SOURCE RECORDS:

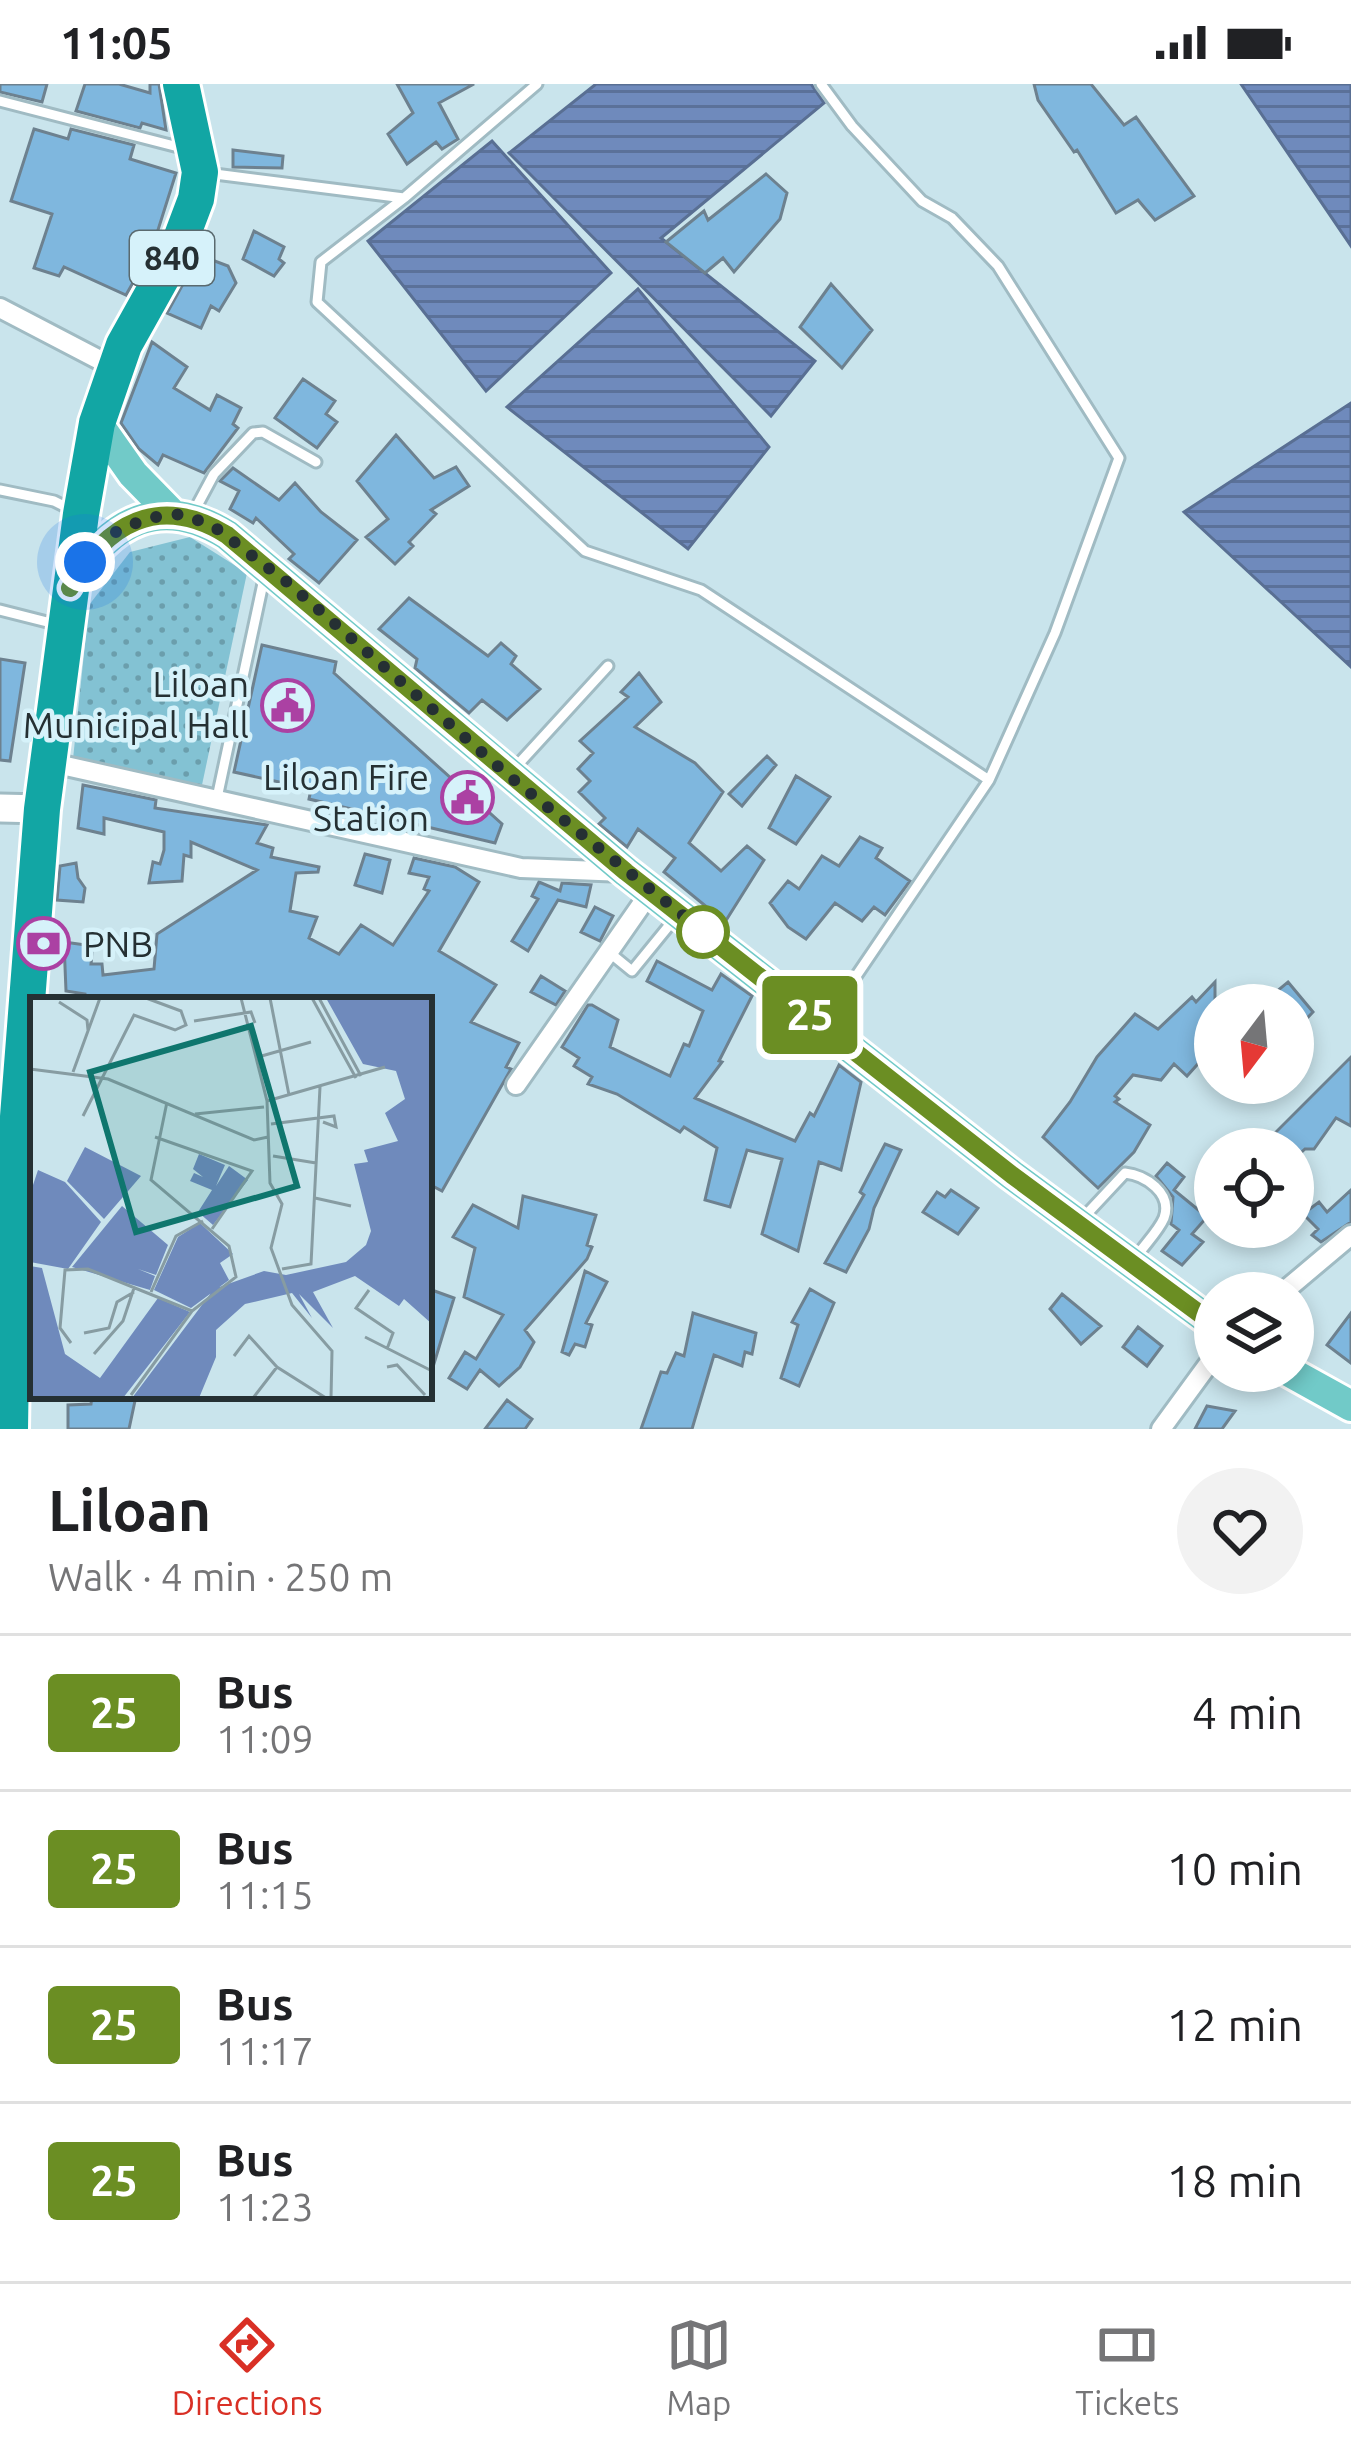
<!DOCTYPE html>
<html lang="en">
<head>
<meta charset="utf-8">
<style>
  :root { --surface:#fff; --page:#f2f2f2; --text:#202124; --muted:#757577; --line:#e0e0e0; --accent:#d93025 }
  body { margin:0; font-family:Ubuntu,sans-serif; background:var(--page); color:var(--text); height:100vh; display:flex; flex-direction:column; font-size:45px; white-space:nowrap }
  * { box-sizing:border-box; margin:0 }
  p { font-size:39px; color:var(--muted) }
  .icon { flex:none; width:66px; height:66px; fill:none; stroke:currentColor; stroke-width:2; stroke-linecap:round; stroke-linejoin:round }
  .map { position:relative; height:1345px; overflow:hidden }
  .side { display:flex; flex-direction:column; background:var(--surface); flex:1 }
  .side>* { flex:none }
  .badge { padding:0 24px; border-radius:9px; font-size:42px; line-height:78px }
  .needle { width:78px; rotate:196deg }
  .controls { position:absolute; left:1194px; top:900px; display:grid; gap:24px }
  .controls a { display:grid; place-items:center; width:120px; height:120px; border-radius:50%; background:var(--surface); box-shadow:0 6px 18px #0003; font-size:60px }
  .you { position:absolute; width:60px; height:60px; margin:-30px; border:9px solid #fff; border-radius:50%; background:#1a73e8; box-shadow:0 0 0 18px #1a73e833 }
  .map>.badge { position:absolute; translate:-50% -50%; box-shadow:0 0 0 6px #fff }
  .round { display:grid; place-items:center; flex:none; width:126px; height:126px; border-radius:63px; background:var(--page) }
  .overview { display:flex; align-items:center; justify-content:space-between; height:204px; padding:0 48px }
  h1 { font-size:57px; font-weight:700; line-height:90px }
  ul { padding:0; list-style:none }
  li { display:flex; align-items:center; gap:36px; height:156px; padding:0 48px; border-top:3px solid var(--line) }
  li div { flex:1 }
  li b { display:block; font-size:45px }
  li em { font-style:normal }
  li .badge { min-width:132px; font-weight:700; text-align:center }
  .status { display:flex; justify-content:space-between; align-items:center; height:84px; padding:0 60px; background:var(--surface); direction:ltr }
  .status svg { height:33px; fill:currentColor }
  .dock { display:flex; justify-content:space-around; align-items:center; height:168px; border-top:3px solid var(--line); background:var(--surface); font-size:33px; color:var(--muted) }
  .dock a { display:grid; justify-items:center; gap:6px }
  .dock .on { color:var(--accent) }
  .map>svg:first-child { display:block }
  .park { fill:url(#park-dots) }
  .water { fill:url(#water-rules); stroke:#596f93; stroke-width:3 }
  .building { fill:#7fb7de; stroke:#6d818f; stroke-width:3 }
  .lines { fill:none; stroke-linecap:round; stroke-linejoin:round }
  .lane-casing { stroke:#a0bbc3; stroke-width:15 }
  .street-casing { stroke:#a0bbc3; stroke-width:24 }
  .secondary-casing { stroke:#a0bbc3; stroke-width:33 }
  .primary-casing { stroke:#fff; stroke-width:36 }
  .highway-casing { stroke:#fff; stroke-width:42 }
  .lane { stroke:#fff; stroke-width:9 }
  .street { stroke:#fff; stroke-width:18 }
  .secondary { stroke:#fff; stroke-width:27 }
  .primary { stroke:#71cac8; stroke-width:30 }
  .highway { stroke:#12a6a4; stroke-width:36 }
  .line-casing { stroke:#fff; stroke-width:27 }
  .line { stroke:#6b8e23; stroke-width:18 }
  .walk { stroke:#253033; stroke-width:12; stroke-dasharray:0 21.6 }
  .stop-dot { fill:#fff; stroke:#6b8e23; stroke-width:6 }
  .labels { text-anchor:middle; stroke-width:9; stroke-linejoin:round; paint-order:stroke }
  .shield { fill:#d6f2fa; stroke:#5a6a6f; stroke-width:3 }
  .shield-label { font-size:33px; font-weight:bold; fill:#253033 }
  .poi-label { font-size:36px; fill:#253033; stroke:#d6f2fa; text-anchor:end }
  .inset-road { fill:none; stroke:#879ca2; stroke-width:3 }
  .view { fill:#0f766e; fill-opacity:0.15; stroke:#0f766e; stroke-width:6 }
  .inset-edge { fill:none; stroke:#253033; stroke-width:6 }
</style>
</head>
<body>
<div class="status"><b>11:05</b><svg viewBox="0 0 49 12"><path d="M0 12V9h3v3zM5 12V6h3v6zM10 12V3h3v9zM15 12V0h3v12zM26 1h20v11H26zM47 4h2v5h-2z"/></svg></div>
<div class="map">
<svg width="1351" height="1345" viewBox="0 0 1351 1345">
  <defs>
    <pattern id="park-dots" width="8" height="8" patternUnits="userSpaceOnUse" patternTransform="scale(3)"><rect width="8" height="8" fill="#83c2d3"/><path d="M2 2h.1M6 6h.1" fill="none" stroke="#6b9eac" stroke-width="1.8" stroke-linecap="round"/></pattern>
    <pattern id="water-rules" width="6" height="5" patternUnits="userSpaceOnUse" patternTransform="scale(3)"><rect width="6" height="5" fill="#6f8abc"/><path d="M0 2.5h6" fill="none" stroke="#5b7199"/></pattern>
  </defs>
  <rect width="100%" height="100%" fill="#c9e4ec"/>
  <path class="park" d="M190 453 247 489 202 701 73 675 89 521 130 468Z"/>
  <path class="water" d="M596 0H811L824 19 661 154 815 277 771 332 509 69Z
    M1241 0H1351V162Z
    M492 57 611 189 486 307 368 157Z
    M638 205 769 363 688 465 507 323Z
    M1351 319V583L1184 428Z"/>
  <path class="building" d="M0 0H47L42 18 0 8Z
    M85 0H119L150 9V0H159L166 46 142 39 140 44 76 27Z
    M397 0H474L439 19 458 55 442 65 436 58 407 80 388 50 413 29Z
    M1034 0H1091L1124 41 1136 33 1194 112 1155 136 1138 116 1116 129 1077 66 1074 68 1038 16Z
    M34 45 68 55 71 45 134 61 130 75 176 89 152 165 126 211 64 183 59 192 34 184 52 130 11 117Z
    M233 66 283 72 282 84 233 83Z
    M766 90 787 109 780 135 734 188 723 174 705 189 666 158 704 127 708 136Z
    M254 147 284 163 279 175 284 179 274 192 243 175Z
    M199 171 228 182 236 199 219 227 211 222 201 244 167 229Z
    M831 200 872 246 842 284 800 243Z
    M152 258 187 283 174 304 210 326 217 311 241 324 233 340 238 344 204 389 163 371 158 381 139 365 121 339Z
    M303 295 335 317 326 330 337 338 317 364 275 334Z
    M396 351 434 394 456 383 469 402 431 426 436 430 409 458 413 462 395 480 366 453 388 435 357 397Z
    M233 384 279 416 295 399 321 428 357 456 319 499 289 475 294 470 256 434 253 439 230 425 239 407 220 397Z
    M409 514 488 572 501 559 516 572 511 580 540 605 507 636 482 616 469 629 415 584 417 575 379 545Z
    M262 561 336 578 334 589 502 740 495 759 309 715 311 705 234 688Z
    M0 575 25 579 10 677 0 676Z
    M639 589 661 618 635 643 695 679 723 708 689 759 721 787 747 762 764 776 725 838 664 788 675 774 638 745 627 763 599 740 605 734 579 708 590 697 578 685 593 669 580 657 628 613 621 608Z
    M767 672 776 681 742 722 729 710Z
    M796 692 830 713 796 760 769 744Z
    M83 701 156 716 155 724 267 741 257 759 273 764 271 773 319 783 318 788 296 789 290 827 317 833 309 854 339 870 361 841 393 861 429 807 424 805 429 793 409 789 414 774 455 783 479 798 439 867 496 901 471 938 519 959 506 983 511 985 442 1107 429 1100V916H85V910L66 907 64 858 93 862 91 880H102L103 891 154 885 157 850 257 786 191 758V773L184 771 182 797 149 799 153 778 160 780 164 766V748L104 734V750L78 744Z
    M860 753 882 764 876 774 910 797 885 831 874 823 862 837 835 819 806 855 788 843 770 819 788 797 799 805 822 772 839 782Z
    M365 770 390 776 382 809 355 801Z
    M76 779 78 794 85 804 83 818 57 816 60 782Z
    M539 798 560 807 562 799 591 801 586 823 558 816 528 867 512 857 538 815 532 812Z
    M595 823 613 832 600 857 581 848Z
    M657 877 712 906 721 890 752 912 719 977 722 978 695 1014 795 1057 810 1029 814 1032 839 981 861 998 841 1086 819 1078 798 1167 762 1150 782 1075 747 1066 730 1123 705 1116 717 1064 684 1043 680 1048 617 1010 588 1000 592 993 574 982 579 974 562 963 588 921H592L618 936 610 963 670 992 684 960 689 962 703 927 647 897Z
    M541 892 565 907 556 921 531 908Z
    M1215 898V952L1197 966 1204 973 1187 992 1174 980 1161 996 1133 991 1115 1012 1119 1015 1115 1018 1150 1041 1134 1068 1098 1104 1043 1053 1070 1018 1097 973 1135 930 1158 945 1192 913 1196 918Z
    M1288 898 1313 928 1293 949V921H1280L1271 912Z
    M1351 973V1042L1336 1034 1314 1065H1305L1293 1076V1065H1259Z
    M885 1060 901 1066 874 1124 869 1145 846 1188 825 1179 864 1111 860 1108Z
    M1167 1079 1184 1093 1174 1106 1207 1133 1192 1150 1203 1158 1182 1181 1162 1167 1179 1146 1171 1140 1173 1113 1156 1092Z
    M951 1106 978 1124 958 1150 923 1128 937 1108 945 1113Z
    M1351 1106V1138L1321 1158 1312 1151 1318 1145 1303 1130 1319 1118 1327 1128Z
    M523 1112 596 1131 587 1161 592 1163 587 1175 525 1246 534 1258 520 1283 499 1302 480 1286 467 1305 449 1294 465 1268 476 1275 503 1231 464 1213 475 1164 453 1153 473 1121 518 1144Z
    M585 1187 607 1198 586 1239 592 1241 585 1263 575 1260 569 1271 562 1268Z
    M429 1205 454 1214 433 1283 429 1282Z
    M810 1205 834 1219 799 1302 781 1294 798 1241 792 1238Z
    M1062 1210 1101 1242 1081 1260 1050 1225Z
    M693 1229 756 1249 752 1270 745 1268 742 1282 714 1271 692 1345H641L661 1288 667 1289 676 1269 684 1272Z
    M1351 1229V1279L1327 1261Z
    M1138 1243 1162 1262 1147 1282 1123 1263Z
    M92 1312H136L129 1345H68V1321L91 1320Z
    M507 1316 532 1335 525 1345H485Z
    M1207 1322 1235 1327 1222 1345H1195Z"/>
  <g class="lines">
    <defs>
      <path id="lane" d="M537 0 404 114 321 178 317 218 585 467 701 506 989 696
        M821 0 852 42 922 117 952 134 998 182 1119 374 1055 549 989 696 825 938
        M0 17 186 65
        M207 89 404 114
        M0 406 54 417 70 425
        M192 431 214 390 253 349 263 348 316 378
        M0 526 59 541
        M512 687 608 582
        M217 714 265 490
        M610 869 632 887 676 833
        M1083 1134 1125 1089C1145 1091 1173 1109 1164 1134 1158 1148 1143 1162 1135 1175"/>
      <path id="street" d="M0 224 115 284
        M48 678 521 784 625 788
        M516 1001 651 807
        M1282 1209 1351 1151
        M1161 1345 1215 1271"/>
      <path id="secondary" d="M0 724 42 725"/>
      <path id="primary" d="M97 339 133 390 172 430
        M73 499C110 436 161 410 227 451L626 788 1012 1091 1215 1241
        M1288 1287 1351 1322"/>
      <path id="highway" d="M10 1345 14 1084 42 725 81 430 97 339 124 261 176 168 196 115 200 88 181 0"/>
    </defs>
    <use href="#lane" class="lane-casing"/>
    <use href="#street" class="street-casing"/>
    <use href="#secondary" class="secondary-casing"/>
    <use href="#primary" class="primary-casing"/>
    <use href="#highway" class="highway-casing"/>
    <use href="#lane" class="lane"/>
    <use href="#street" class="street"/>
    <use href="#secondary" class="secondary"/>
    <use href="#primary" class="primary"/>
    <use href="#highway" class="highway"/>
  </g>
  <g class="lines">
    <defs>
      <path id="line" d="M70 504C106 439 159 409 227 451L626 788 1012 1091 1215 1241"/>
    </defs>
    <use href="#line" class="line-casing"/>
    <use href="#line" class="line"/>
    <path class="walk" d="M85 478 114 449 147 434 181 430 213 442 287 498 509 692 715 857 703 848"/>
  </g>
  <defs>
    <symbol id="civic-ring" viewBox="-11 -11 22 22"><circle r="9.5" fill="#d6f2fa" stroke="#ab41a3" stroke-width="1.5"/><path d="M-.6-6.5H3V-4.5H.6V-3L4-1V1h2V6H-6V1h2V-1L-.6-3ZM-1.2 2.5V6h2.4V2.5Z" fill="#ab41a3"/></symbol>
    <symbol id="bank-ring" viewBox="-11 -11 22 22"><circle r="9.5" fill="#d6f2fa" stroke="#ab41a3" stroke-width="1.5"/><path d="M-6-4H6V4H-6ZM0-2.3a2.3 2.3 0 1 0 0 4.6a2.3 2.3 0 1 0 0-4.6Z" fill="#ab41a3"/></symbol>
  </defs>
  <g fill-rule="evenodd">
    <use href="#civic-ring" x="258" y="592" width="59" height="59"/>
    <use href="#civic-ring" x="438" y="684" width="59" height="59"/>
    <use href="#bank-ring" x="14" y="830" width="59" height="59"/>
  </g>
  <circle class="stop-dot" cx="703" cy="848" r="24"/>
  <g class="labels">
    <rect class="shield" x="130" y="147" width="84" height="54" rx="9"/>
    <g class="shield-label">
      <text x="172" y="186">840</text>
    </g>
    <g class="poi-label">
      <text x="249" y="613">Liloan<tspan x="249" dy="41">Municipal Hall</tspan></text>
      <text x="429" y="706">Liloan Fire<tspan x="429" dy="41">Station</tspan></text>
      <text x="83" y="873" text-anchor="start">PNB</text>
    </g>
  </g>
  <g transform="translate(30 913)">
    <rect width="402" height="402" fill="#c9e4ec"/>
    <path d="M296 1H402V327L374 302 369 309 325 279 283 295 303 331 269 297 282 321 262 296 215 307 186 333V360L169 401H102L184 292 234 274 256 278 316 265 336 248 341 234 324 167 338 165 334 153 368 144 355 116 375 102 366 74 333 67ZM55 150 111 179 74 222 37 184ZM169 157 195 168 186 189 199 169 218 183 183 228 168 215 182 193 160 184 164 176 173 180 163 172ZM8 173 35 185 71 225 38 272 0 265V197ZM92 209 138 248 126 278 108 272 125 279 120 293 42 270ZM170 226 203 257 190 266 199 283 161 311 124 293 148 240ZM0 269 12 271 35 357 70 381 128 301 160 315 93 401H0Z" fill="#6f8abc"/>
    <path class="inset-road" d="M211 1 237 104 240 186 252 207 241 251 262 308 302 354 301 401M240 1 259 98M282 1 326 81M289 1 331 79M29 5 57 23 58 33M164 24 221 15 225 26M228 60 281 45M0 72 78 82 224 143 238 140M43 75 70 1M237 104 355 70M165 117 234 110M53 119 104 18 145 33 156 28 151 14 116 1M241 127 304 119 306 130 293 125M125 140 222 174 182 232M243 159 286 166M285 201 321 209M252 272 281 267 290 90M339 293 326 311 363 336 357 352M121 295 146 239 173 224M54 336 79 331 87 305 104 295M335 340 402 374M41 346 30 331 35 273 58 272 162 314M64 357 93 324 104 291M204 359 219 339 247 370 296 401M357 370 367 368 395 398M101 398 162 314 206 280 199 249 121 183 137 105M223 401 247 370"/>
    <path class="view" d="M221 29 267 189 106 235 60 75Z"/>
    <rect width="402" height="402" class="inset-edge"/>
  </g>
</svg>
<div class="controls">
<a><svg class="needle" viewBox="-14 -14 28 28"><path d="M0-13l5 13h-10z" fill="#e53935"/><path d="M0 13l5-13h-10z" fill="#757577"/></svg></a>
<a><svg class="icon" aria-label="locate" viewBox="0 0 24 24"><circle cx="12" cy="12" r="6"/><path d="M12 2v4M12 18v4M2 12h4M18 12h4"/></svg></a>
<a><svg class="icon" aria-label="layers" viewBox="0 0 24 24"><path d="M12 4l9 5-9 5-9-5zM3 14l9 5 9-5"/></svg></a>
</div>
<div class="you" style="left:85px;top:478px"></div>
<b class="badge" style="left:810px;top:931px;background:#6b8e23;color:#fff">25</b>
</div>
<section class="side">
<div class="overview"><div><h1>Liloan</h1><p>Walk · 4 min · 250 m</p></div><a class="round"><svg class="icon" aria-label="heart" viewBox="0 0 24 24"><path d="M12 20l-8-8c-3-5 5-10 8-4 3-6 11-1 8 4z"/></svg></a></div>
<ul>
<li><span class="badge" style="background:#6b8e23;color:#fff">25</span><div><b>Bus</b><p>11:09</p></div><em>4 min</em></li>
<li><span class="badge" style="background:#6b8e23;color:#fff">25</span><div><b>Bus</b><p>11:15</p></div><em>10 min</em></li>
<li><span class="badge" style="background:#6b8e23;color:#fff">25</span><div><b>Bus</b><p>11:17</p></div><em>12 min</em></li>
<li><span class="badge" style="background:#6b8e23;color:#fff">25</span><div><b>Bus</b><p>11:23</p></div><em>18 min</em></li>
</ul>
</section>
<nav class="dock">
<a class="on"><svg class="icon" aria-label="directions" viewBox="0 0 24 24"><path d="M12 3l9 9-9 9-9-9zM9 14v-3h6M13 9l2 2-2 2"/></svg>Directions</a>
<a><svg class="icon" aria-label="map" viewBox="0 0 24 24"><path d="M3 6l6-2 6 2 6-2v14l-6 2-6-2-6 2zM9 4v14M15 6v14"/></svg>Map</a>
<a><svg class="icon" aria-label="tickets" viewBox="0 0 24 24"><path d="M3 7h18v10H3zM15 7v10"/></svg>Tickets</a>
</nav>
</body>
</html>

WHAT NEEDS TO BE DONE:
Tell how many lines in the material above include the word "body", giving the number only.

OUTPUT FOR THIS EXERCISE:
3